- **Directions for this task**
Hunt through the entries for the word "canvas" and copy each line in which it appears.

[Items from a data source]

◇ ◇ ◇

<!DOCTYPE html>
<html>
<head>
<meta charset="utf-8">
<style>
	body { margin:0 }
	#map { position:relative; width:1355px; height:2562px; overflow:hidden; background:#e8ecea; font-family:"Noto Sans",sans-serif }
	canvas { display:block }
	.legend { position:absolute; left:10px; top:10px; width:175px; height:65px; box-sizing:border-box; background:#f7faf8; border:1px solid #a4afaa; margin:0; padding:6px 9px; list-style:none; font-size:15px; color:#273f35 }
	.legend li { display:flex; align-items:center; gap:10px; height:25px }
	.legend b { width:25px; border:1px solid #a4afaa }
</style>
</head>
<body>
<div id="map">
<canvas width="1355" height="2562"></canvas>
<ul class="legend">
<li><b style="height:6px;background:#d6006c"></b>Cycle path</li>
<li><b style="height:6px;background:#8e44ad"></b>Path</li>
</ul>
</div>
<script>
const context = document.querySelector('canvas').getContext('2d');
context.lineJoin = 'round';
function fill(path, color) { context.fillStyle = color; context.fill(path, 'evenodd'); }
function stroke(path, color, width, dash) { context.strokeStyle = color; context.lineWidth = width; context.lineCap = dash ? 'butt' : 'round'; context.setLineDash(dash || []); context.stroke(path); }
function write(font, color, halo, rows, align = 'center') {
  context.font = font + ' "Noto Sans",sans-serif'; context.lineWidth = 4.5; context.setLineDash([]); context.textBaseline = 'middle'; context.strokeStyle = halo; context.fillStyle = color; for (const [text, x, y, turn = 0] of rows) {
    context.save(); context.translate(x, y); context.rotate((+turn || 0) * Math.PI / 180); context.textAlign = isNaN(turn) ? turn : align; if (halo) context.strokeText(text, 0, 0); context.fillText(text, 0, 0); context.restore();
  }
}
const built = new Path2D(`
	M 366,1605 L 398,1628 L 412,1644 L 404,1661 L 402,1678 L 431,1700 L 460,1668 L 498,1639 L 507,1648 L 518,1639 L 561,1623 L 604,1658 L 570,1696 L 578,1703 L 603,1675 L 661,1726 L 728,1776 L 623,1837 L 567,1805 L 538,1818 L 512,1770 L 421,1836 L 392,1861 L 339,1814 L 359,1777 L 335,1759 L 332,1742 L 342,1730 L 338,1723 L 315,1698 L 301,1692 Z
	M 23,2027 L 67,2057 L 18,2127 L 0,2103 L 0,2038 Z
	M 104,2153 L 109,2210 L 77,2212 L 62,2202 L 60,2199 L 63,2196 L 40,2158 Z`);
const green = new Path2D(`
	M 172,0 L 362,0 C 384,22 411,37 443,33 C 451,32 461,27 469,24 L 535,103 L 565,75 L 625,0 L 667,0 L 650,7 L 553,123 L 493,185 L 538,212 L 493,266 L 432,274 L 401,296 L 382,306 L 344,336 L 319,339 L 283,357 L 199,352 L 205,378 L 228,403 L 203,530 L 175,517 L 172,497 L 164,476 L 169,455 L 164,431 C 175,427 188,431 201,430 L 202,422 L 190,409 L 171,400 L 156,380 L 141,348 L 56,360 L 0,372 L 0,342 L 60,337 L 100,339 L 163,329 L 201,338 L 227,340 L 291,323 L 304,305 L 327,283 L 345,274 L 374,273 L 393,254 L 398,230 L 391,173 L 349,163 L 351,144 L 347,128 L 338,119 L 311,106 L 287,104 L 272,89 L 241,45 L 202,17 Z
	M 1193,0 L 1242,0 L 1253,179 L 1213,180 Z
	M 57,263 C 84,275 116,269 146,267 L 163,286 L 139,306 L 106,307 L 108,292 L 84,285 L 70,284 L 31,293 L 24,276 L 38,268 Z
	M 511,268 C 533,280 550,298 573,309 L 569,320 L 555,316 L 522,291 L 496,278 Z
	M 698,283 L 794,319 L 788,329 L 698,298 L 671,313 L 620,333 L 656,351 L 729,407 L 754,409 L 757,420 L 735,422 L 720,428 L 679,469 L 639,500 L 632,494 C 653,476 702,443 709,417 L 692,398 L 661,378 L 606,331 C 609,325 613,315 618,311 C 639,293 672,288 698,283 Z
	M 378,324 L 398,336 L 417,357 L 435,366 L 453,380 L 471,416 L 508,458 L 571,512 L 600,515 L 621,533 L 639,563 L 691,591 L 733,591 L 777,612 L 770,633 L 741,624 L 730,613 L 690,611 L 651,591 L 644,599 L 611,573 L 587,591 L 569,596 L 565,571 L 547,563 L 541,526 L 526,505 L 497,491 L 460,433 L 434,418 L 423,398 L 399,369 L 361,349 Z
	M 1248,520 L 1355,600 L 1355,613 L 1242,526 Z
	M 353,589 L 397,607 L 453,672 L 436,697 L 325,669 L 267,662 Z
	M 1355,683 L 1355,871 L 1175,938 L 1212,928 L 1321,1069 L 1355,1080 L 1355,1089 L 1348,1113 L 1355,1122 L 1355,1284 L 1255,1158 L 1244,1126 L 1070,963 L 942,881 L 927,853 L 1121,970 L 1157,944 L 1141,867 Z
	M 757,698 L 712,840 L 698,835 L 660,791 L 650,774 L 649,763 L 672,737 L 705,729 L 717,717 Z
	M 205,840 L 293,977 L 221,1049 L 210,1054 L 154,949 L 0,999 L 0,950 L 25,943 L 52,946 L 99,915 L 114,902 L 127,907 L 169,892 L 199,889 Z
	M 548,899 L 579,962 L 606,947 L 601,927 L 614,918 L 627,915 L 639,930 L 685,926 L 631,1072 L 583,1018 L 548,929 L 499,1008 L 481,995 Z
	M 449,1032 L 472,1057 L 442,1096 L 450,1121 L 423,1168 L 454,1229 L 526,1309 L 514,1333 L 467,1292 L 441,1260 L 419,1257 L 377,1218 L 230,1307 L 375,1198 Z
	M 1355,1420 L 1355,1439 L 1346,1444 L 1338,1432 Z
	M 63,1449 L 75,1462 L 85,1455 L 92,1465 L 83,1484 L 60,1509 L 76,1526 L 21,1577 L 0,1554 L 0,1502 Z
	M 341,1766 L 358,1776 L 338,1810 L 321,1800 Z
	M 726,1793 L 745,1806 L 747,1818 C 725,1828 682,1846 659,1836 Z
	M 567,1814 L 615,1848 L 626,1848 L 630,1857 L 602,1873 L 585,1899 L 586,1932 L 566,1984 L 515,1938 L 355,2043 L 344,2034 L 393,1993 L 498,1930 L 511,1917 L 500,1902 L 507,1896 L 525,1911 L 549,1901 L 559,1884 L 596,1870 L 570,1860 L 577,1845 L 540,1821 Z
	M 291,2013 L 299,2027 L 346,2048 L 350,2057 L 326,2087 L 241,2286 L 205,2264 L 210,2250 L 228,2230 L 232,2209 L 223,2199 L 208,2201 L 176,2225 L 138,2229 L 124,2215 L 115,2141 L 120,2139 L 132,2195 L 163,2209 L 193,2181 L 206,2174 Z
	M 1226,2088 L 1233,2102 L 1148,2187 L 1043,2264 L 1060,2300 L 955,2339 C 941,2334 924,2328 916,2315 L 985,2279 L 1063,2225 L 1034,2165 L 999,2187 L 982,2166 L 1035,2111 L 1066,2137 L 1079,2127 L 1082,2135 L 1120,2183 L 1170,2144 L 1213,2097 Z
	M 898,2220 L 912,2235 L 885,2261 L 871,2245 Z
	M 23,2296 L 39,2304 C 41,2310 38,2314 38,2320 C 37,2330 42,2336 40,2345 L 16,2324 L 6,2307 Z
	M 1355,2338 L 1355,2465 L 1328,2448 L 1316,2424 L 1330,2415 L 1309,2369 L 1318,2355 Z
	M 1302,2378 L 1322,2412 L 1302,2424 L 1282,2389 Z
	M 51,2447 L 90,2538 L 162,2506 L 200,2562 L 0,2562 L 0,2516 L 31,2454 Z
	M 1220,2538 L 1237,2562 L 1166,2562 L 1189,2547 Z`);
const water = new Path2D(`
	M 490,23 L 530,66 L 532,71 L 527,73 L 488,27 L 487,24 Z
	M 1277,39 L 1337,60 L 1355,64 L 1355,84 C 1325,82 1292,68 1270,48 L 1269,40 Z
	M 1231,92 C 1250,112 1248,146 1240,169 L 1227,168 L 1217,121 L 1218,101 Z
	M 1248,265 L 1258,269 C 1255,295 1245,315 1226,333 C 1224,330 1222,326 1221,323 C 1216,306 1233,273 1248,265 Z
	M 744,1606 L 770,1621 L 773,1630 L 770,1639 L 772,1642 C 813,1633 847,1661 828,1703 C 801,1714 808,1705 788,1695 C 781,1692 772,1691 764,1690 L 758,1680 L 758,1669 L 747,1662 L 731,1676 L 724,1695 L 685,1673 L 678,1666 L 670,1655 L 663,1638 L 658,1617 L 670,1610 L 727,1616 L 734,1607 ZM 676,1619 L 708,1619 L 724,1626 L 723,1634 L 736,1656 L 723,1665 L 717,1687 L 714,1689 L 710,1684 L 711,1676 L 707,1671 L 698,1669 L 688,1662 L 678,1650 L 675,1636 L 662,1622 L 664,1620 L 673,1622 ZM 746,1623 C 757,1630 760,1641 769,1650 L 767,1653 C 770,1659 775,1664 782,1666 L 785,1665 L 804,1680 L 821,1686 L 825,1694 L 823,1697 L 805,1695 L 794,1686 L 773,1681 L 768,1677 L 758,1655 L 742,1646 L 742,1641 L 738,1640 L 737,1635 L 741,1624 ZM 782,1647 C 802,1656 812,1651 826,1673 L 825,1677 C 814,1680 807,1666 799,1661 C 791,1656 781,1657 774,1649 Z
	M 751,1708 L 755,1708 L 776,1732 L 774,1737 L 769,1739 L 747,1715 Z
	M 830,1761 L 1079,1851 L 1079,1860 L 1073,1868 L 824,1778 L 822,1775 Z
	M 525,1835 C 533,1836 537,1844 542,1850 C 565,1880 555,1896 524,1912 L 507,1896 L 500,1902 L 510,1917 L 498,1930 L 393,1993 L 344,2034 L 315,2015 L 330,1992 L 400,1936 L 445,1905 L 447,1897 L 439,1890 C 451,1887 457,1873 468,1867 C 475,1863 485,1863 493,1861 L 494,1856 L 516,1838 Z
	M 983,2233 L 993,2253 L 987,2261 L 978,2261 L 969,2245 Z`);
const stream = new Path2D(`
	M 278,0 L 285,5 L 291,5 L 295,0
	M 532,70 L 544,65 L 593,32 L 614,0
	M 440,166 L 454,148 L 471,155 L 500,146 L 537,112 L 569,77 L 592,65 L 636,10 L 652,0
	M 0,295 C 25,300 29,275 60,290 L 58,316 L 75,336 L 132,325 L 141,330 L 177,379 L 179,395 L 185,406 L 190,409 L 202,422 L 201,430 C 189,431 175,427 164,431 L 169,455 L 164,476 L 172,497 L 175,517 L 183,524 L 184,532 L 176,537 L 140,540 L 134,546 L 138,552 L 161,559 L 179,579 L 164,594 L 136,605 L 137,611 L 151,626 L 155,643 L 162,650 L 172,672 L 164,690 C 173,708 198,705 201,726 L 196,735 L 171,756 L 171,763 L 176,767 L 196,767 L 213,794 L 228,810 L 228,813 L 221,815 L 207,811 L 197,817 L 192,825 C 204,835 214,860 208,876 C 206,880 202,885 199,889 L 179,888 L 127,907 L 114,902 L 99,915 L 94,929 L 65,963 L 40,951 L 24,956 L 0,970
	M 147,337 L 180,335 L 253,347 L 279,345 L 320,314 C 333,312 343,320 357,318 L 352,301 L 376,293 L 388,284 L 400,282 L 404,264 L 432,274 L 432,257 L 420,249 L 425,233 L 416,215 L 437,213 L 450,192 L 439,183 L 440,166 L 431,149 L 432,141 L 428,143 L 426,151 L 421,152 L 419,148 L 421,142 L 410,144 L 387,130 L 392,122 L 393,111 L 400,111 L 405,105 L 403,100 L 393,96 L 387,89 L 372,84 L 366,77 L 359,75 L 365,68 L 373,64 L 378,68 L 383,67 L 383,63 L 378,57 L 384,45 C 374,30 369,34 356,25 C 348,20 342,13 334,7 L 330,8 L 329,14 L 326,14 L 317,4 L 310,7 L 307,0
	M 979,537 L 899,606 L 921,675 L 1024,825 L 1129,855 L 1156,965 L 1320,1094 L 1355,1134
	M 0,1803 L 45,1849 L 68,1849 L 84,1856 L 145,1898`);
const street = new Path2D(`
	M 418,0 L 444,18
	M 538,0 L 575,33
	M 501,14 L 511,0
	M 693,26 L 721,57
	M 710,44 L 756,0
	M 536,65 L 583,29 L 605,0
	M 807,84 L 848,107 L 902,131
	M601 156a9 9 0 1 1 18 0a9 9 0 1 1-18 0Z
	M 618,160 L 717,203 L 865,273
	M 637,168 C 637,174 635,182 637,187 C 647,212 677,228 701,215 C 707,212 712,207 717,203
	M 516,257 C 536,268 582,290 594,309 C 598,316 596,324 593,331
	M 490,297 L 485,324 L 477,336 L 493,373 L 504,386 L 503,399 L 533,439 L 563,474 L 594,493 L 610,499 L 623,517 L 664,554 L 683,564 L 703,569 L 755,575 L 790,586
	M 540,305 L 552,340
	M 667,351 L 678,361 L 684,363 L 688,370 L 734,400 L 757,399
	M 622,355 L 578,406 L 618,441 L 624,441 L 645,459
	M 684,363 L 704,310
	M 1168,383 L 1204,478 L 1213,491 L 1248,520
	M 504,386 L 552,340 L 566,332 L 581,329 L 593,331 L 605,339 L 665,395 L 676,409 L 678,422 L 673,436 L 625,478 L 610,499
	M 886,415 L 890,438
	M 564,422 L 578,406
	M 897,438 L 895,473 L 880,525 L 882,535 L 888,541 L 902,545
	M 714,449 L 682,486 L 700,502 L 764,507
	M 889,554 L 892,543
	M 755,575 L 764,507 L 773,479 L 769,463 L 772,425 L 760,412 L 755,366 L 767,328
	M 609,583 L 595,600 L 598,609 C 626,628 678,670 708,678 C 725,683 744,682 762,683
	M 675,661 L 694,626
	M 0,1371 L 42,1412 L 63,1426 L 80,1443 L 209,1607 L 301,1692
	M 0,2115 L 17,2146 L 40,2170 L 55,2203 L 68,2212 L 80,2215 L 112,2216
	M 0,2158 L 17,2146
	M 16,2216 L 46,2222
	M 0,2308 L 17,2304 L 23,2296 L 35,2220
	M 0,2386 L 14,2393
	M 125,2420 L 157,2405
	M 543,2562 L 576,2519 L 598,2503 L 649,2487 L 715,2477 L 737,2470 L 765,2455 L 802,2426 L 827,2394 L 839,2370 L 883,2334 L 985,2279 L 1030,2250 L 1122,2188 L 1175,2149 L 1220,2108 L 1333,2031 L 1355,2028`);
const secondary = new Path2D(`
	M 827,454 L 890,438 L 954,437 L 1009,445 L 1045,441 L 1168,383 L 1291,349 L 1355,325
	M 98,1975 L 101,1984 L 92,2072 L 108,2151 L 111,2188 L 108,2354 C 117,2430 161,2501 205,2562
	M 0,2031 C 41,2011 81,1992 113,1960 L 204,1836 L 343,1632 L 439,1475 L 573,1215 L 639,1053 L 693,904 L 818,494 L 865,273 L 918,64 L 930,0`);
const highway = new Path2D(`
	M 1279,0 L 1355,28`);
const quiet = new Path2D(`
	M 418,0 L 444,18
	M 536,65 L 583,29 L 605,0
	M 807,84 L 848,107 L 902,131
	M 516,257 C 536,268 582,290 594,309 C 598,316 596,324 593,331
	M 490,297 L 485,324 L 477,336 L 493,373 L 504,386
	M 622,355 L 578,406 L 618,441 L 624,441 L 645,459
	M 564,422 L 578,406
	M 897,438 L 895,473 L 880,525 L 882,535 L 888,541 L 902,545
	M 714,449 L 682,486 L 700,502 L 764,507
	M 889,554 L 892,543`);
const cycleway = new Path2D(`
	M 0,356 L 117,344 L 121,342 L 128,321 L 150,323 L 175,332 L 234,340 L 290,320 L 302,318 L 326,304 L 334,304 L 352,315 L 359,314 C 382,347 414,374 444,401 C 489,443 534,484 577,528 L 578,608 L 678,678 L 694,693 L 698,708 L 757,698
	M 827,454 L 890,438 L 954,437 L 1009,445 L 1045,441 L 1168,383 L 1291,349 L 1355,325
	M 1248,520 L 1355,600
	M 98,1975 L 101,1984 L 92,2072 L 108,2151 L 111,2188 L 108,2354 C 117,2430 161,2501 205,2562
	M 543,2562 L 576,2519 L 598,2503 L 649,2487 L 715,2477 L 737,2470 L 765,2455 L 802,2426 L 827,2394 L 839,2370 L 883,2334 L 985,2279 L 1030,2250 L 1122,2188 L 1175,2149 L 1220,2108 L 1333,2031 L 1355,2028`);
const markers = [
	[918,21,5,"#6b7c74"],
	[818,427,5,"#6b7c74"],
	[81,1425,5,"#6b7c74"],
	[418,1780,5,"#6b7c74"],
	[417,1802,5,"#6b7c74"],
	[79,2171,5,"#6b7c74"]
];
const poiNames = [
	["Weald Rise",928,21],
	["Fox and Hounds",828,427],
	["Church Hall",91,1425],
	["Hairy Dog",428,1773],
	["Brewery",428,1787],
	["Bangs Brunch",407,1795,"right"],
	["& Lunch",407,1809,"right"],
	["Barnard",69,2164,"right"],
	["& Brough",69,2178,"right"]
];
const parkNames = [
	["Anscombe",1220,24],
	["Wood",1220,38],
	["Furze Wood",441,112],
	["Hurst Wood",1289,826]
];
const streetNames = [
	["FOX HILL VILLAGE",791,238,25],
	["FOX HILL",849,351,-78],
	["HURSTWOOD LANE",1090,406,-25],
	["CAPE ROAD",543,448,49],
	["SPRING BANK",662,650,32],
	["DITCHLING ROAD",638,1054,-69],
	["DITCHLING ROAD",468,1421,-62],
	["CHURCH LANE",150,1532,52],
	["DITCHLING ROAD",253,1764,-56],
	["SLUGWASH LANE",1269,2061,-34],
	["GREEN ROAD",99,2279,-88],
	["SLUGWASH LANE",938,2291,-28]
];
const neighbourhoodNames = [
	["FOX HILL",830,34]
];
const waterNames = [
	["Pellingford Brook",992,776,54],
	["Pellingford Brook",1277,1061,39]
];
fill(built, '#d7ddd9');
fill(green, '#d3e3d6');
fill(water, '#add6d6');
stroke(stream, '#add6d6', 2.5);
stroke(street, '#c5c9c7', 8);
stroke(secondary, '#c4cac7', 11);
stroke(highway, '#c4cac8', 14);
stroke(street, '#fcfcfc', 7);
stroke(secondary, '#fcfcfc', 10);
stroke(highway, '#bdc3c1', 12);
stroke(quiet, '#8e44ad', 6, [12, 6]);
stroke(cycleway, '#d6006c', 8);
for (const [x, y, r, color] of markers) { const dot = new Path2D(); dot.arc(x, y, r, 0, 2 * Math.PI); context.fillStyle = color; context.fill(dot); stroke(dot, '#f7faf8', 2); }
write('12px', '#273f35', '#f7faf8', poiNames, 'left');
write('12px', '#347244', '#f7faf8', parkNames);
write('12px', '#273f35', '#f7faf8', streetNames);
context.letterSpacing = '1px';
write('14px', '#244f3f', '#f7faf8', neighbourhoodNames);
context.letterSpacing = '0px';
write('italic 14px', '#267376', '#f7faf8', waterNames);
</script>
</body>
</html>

◇ ◇ ◇

- **Your response**
	canvas { display:block }
<canvas width="1355" height="2562"></canvas>
const context = document.querySelector('canvas').getContext('2d');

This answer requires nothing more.